W kopalniach trwa referendum strajkowe
W śląskich kopalniach trwa referendum strajkowe - poinformował wiceprzewodniczący Związku Zawodowego Górników w Polsce Wacław Czerkawski. Górnicy odpowiadają w nim na pytanie, czy przystąpią do strajku, jeżeli nie otrzymają wypłat z ubiegłorocznych zysków górnictwa. W tym samym czasie w Warszawie mają być kontynuowane negocjacje w tej sprawie.
Pierwsza tura rozmów, prowadzonych na forum zespołu trójstronnego ds. bezpieczeństwa socjalnego górników, nie przyniosła żadnych rezultatów. W środę górnicy i strona rządowa, reprezentowana przez odpowiedzialnego za górnictwo wiceministra gospodarki Pawła Poncyljusza, rozstali się bez żadnych uzgodnień. Związkowcy powołali komitet protestacyjny.

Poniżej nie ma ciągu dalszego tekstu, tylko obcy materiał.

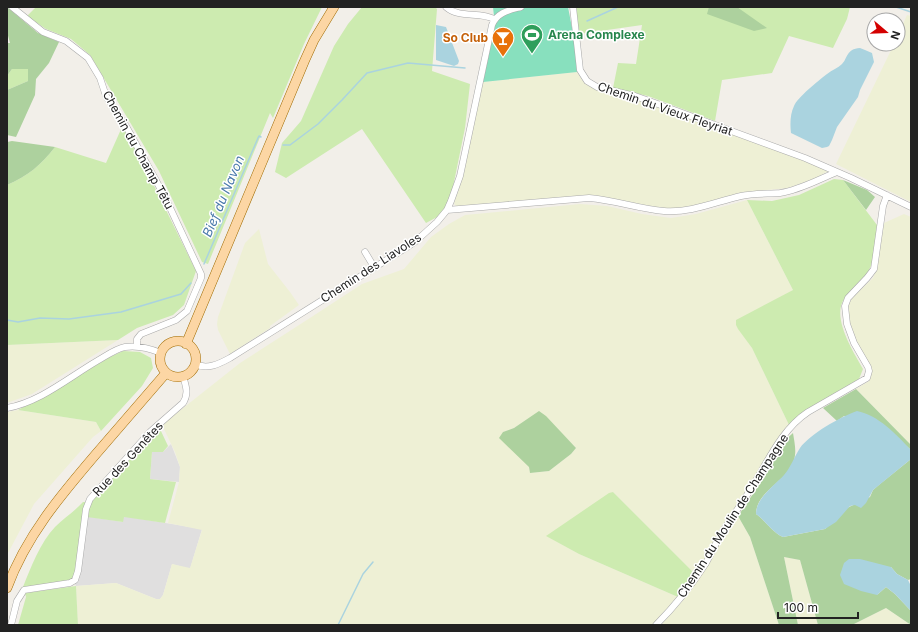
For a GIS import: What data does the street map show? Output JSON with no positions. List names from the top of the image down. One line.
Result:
{"streets":{"street":["Chemin du Vieux Fleyriat","Chemin du Champ Têtu","Chemin des Liavoles","Rue des Genêtes","Chemin du Moulin de Champagne"]},"crossings":[["Chemin du Vieux Fleyriat","Chemin du Moulin de Champagne"],["Chemin des Liavoles","Rue des Genêtes"]],"water":["Bief du Navon"],"places":{"sports":["Arena Complexe"],"bar":["So Club"]},"scale_bar":"100 m","north":"right"}
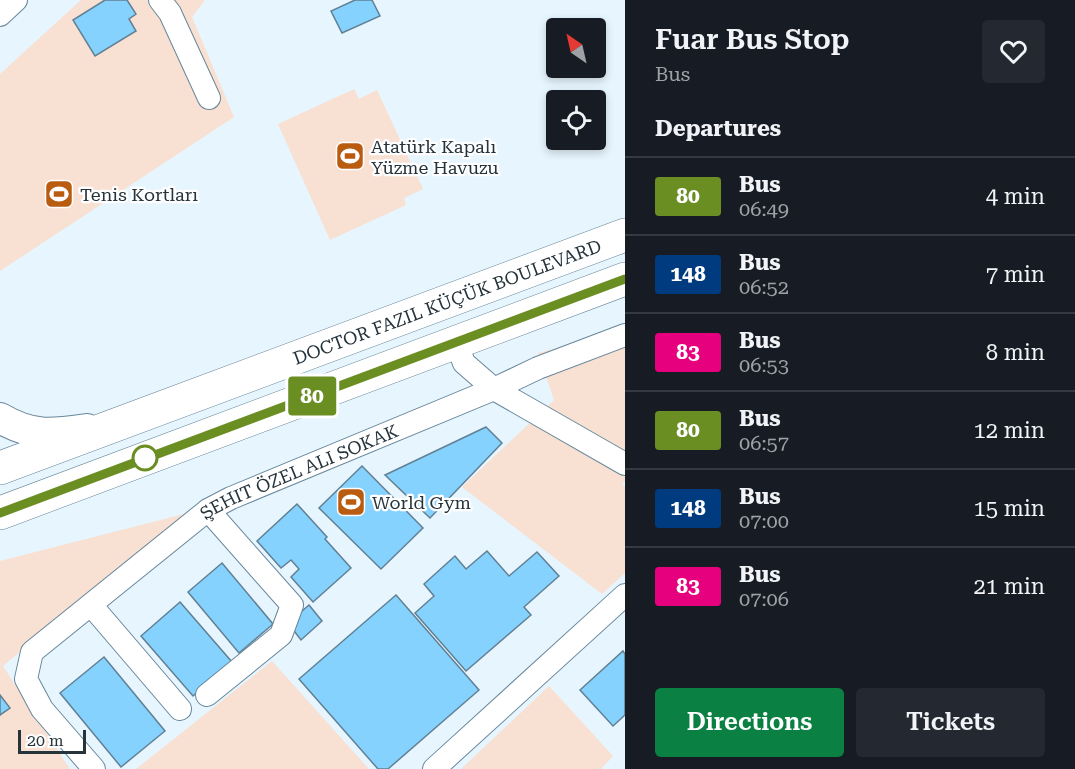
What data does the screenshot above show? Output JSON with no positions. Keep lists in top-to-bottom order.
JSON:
{
  "streets": {
    "street": ["ŞEHIT ÖZEL ALI SOKAK"]
  },
  "places": {
    "sports": ["Atatürk Kapalı Yüzme Havuzu", "Tenis Kortları", "World Gym"]
  },
  "lines": ["bus line 80"],
  "scale_bar": "20 m",
  "north": "top left",
  "page": {
    "on_map": "80",
    "heading": [
      ["Fuar Bus Stop", "Bus"],
      "Departures"
    ],
    "list": [
      {
        "mark": "80",
        "name": "Bus",
        "note": "06:49",
        "value": "4 min"
      },
      {
        "mark": "148",
        "name": "Bus",
        "note": "06:52",
        "value": "7 min"
      },
      {
        "mark": "83",
        "name": "Bus",
        "note": "06:53",
        "value": "8 min"
      },
      {
        "mark": "80",
        "name": "Bus",
        "note": "06:57",
        "value": "12 min"
      },
      {
        "mark": "148",
        "name": "Bus",
        "note": "07:00",
        "value": "15 min"
      },
      {
        "mark": "83",
        "name": "Bus",
        "note": "07:06",
        "value": "21 min"
      }
    ],
    "buttons": ["Directions", "Tickets"],
    "scale": "20 m"
  }
}
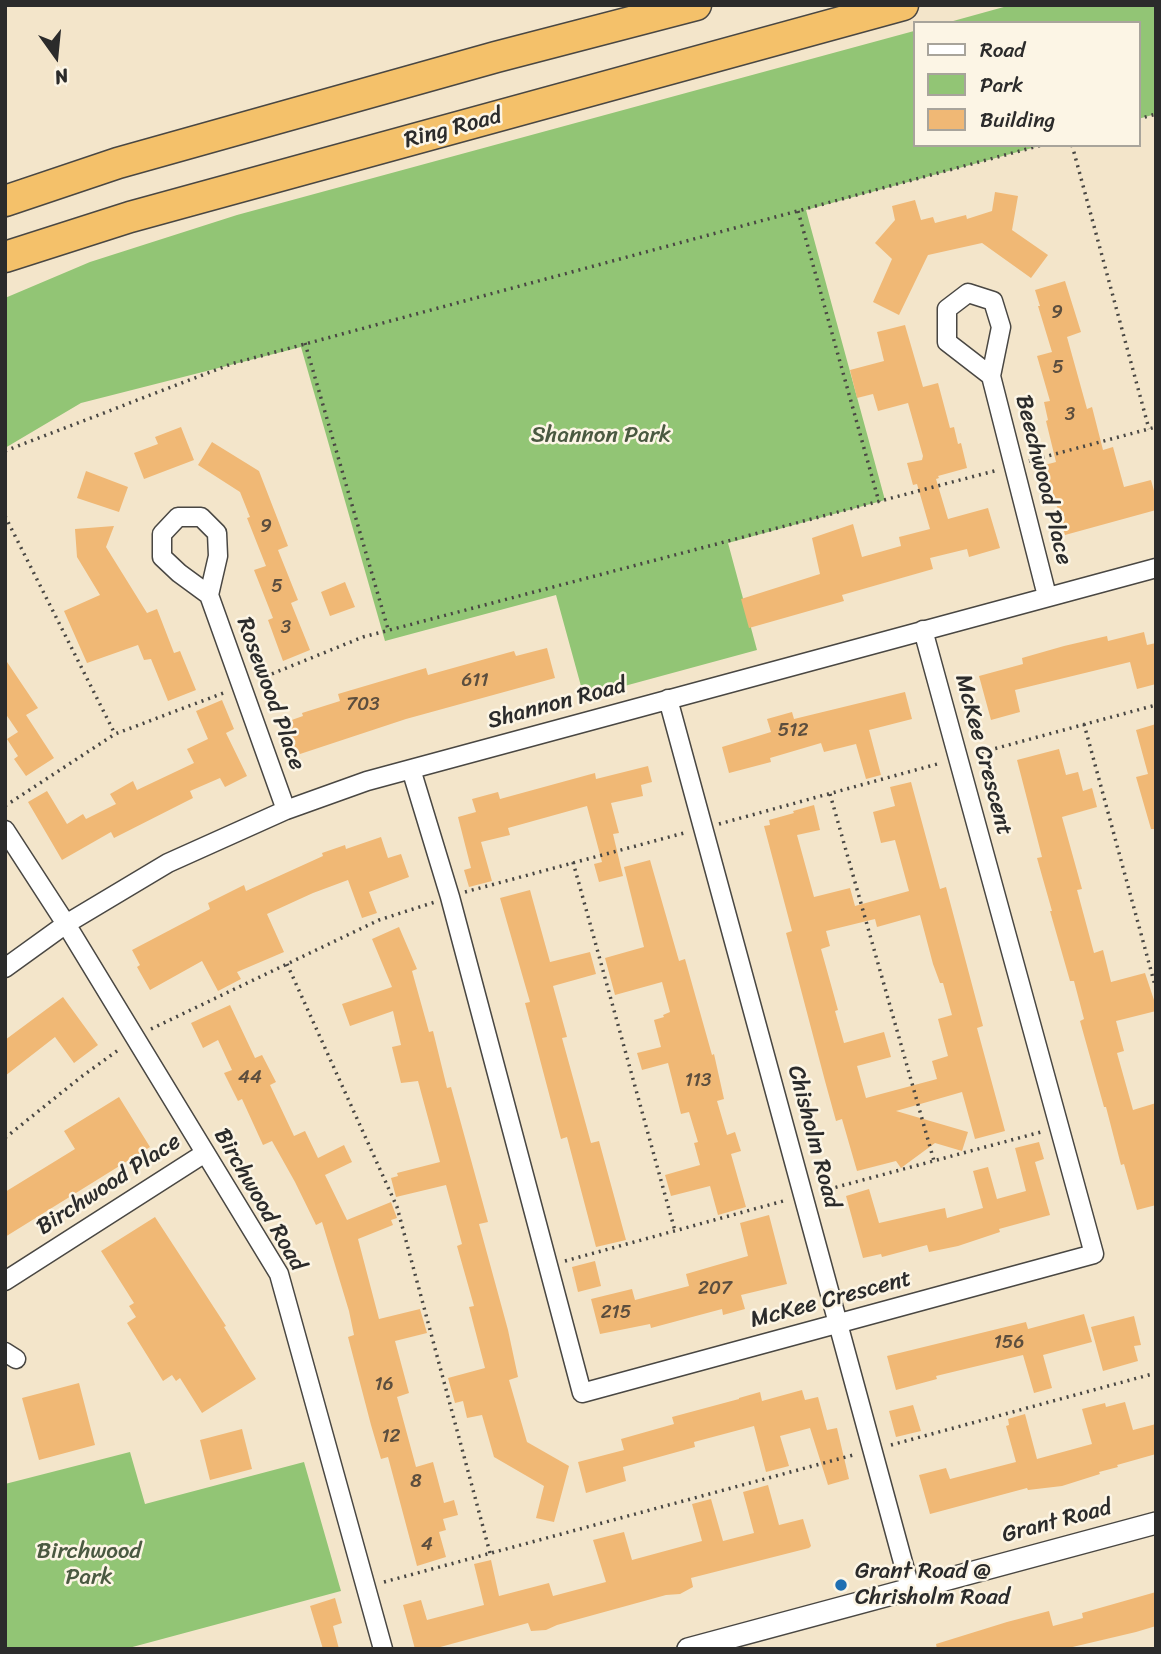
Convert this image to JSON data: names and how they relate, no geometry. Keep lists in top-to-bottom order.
{
  "streets": {
    "highway": ["Ring Road"],
    "street": [
      "Beechwood Place",
      "Rosewood Place",
      "Shannon Road",
      "McKee Crescent",
      "Chisholm Road",
      "Birchwood Place",
      "Birchwood Road",
      "Grant Road"
    ]
  },
  "crossings": [
    ["Beechwood Place", "Shannon Road"],
    ["Rosewood Place", "Shannon Road"],
    ["Shannon Road", "McKee Crescent"],
    ["Shannon Road", "Chisholm Road"],
    ["Shannon Road", "Birchwood Road"],
    ["McKee Crescent", "Chisholm Road"],
    ["Chisholm Road", "Grant Road"],
    ["Birchwood Place", "Birchwood Road"]
  ],
  "parks": ["Shannon Park", "Birchwood Park"],
  "places": ["Grant Road @ Chrisholm Road"],
  "house_numbers": [
    "9",
    "5",
    "3",
    "9",
    "5",
    "3",
    "611",
    "703",
    "512",
    "44",
    "113",
    "207",
    "215",
    "156",
    "16",
    "12",
    "8",
    "4"
  ],
  "legend": ["Road", "Park", "Building"],
  "north": "bottom"
}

Referendum zaczęło się rano i potrwa do północy w poniedziałek. Jego wyniki mogą być znane we wtorek.
"Jedziemy dziś do Warszawy z nadziejami, że tym razem uda się dojść do porozumienia. Wtedy wynik referendum będzie nieistotny" - powiedział Czerkawski.
O negatywnej rekomendacji resortu gospodarki dla wypłat z zysków poinformował niedawno wiceminister Poncyljusz. Argumentował, że w branży przekroczony został wskaźnik wzrostu wynagrodzeń, a wzrost ten nadal nie jest skojarzony z efektywnością pracy. Skrytykował zatrudnianie w kopalniach 1,3 tys. osób, które nabyły uprawnienia emerytalne, oraz wskazał na brak porozumienia w sprawie przyjęcia układów zbiorowych.
Wypłaty z zysku domagają się związki w Jastrzębskiej Spółce Węglowej (JSW)
, Kompanii Węglowej (KW) i Katowickim Holdingu Węglowym (KHW). Najwyższy zysk miała w ubiegłym roku JSW - ok. 800 mln zł netto, KW zarobiła ponad 260 mln zł, a KHW ponad 80,3 mln zł.
W JSW związkowcy domagają się wypłaty w wysokości mniej więcej dodatkowej pensji, w KHW i KW są skłonni zgodzić się na mniejsze kwoty i ewentualną wypłatę np. w bonach.